Examining the Trump administration's stance on the White House visitor log

Trump policy returns to practice before Obama administration, divides critics.

"We recognize there's a privacy aspect to allowing citizens to come express their views and that's why we maintain the same policy that every other administration did coming up here, prior to the last one," Spicer said. "And the last one frankly was a faux level of doing that because when you go through and scrub everyone's name out you don't want everyone to know, that really is not an honest attempt at doing it."

The Trump administration announced on Friday that it would reverse that Obama-era policy on releasing White House visitor logs because of "grave national security and privacy concerns."

Legal experts told ABC News that Trump's stated policy on visitor logs appears to follow both the law and settled practice prior to the Obama administration.

Tom Fitton, president of the conservative-leaning Judicial Watch, said he is disappointed by the Trump administration's decision to keep the names of White House visitors secret, but told ABC News that he agrees with Spicer that Obama engaged in "faux transparency."

"We only saw the visitor logs he wanted us to see," Fitton said.
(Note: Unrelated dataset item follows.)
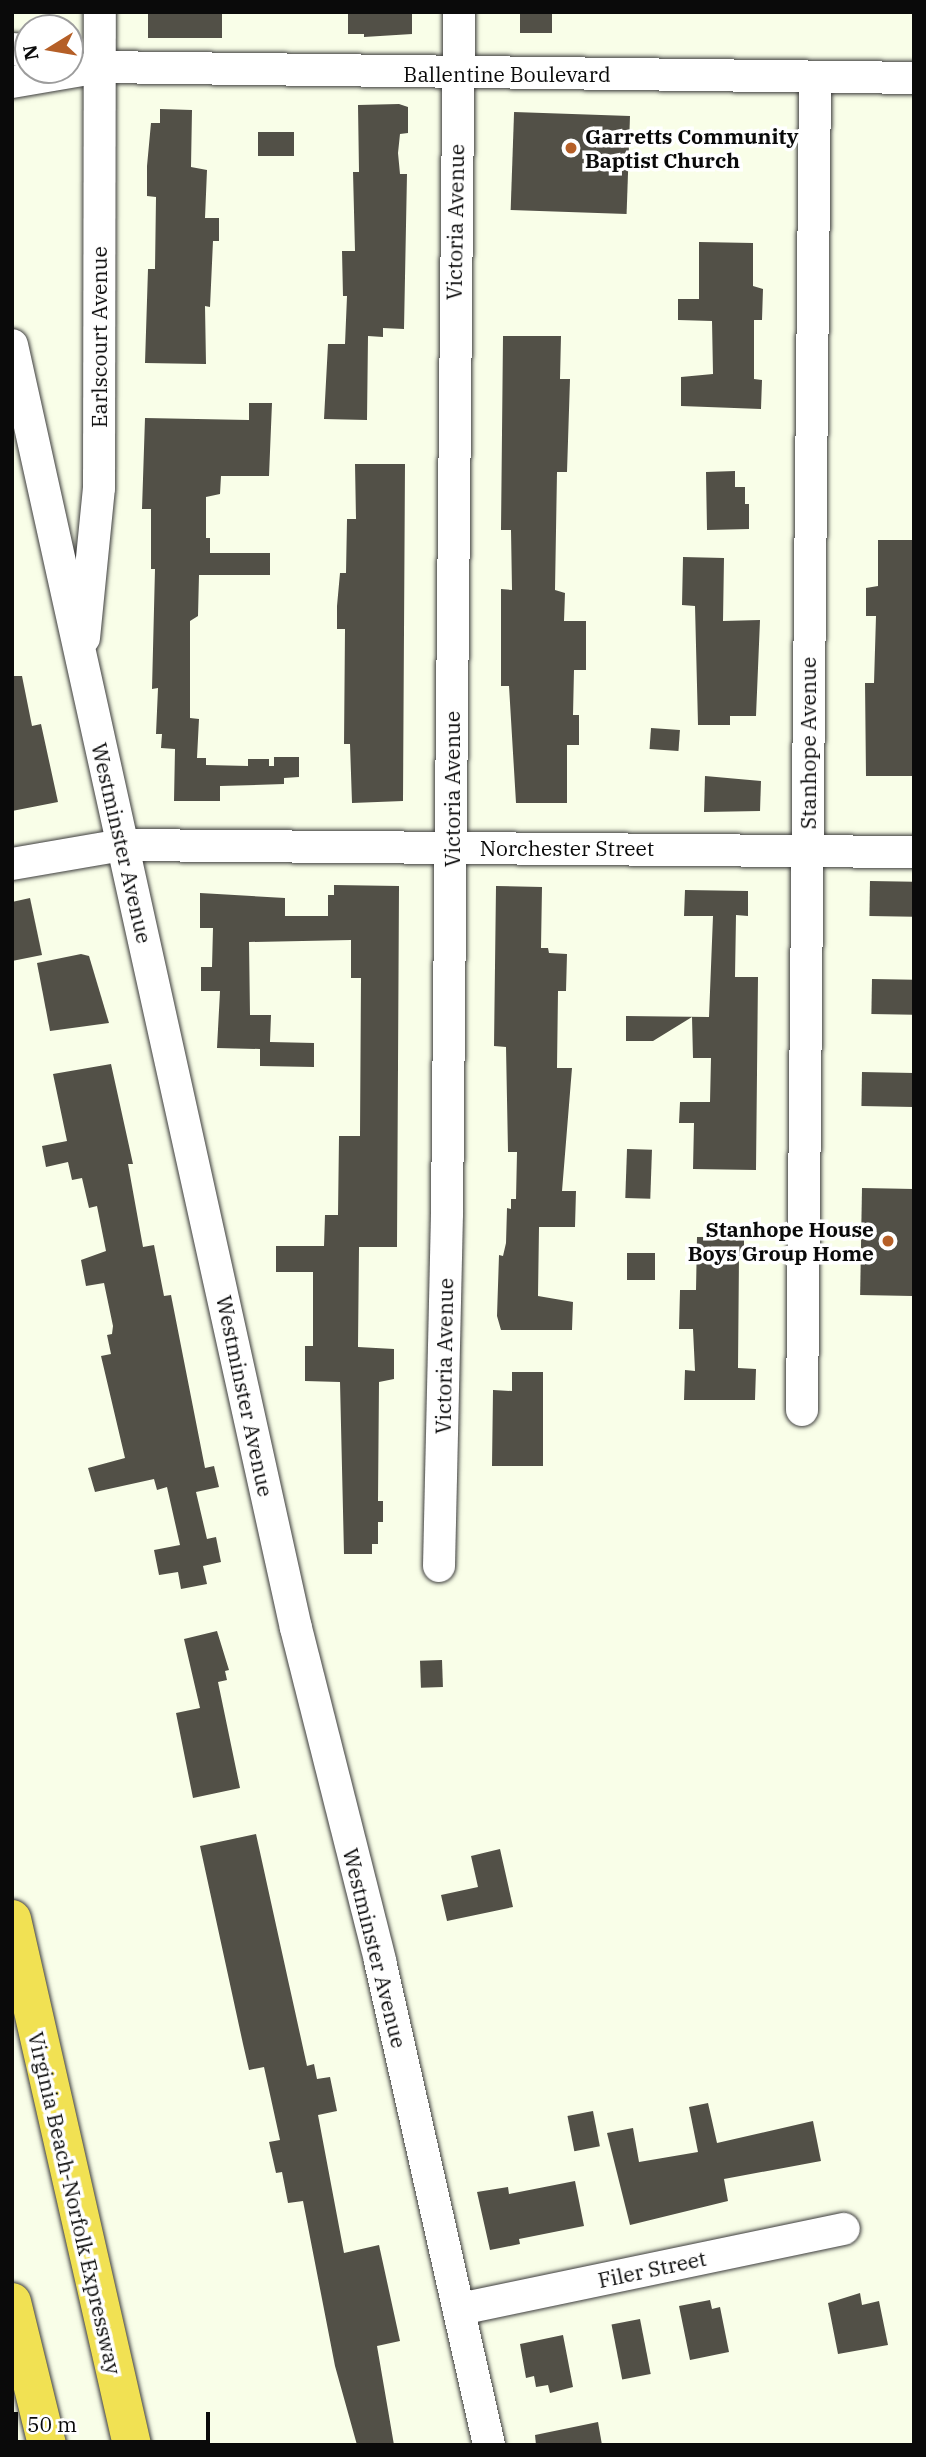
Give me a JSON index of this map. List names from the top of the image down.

But others said the Obama policy had been a laudable break from past policies.

Macleod-Ball called Spicer’s rationale "illogical" and said it "discounts the value of the non-national security information that was released under Obama that this administration will not be releasing."

He pointed out that visitor logs revealed that his own organization, the American Civil Liberties Union, had more White House access than any other non-profit group during the Obama years. "There are many stories in those millions of records, and they are fair game. People can make what they want of that information and without having access all we can do is speculate," he said.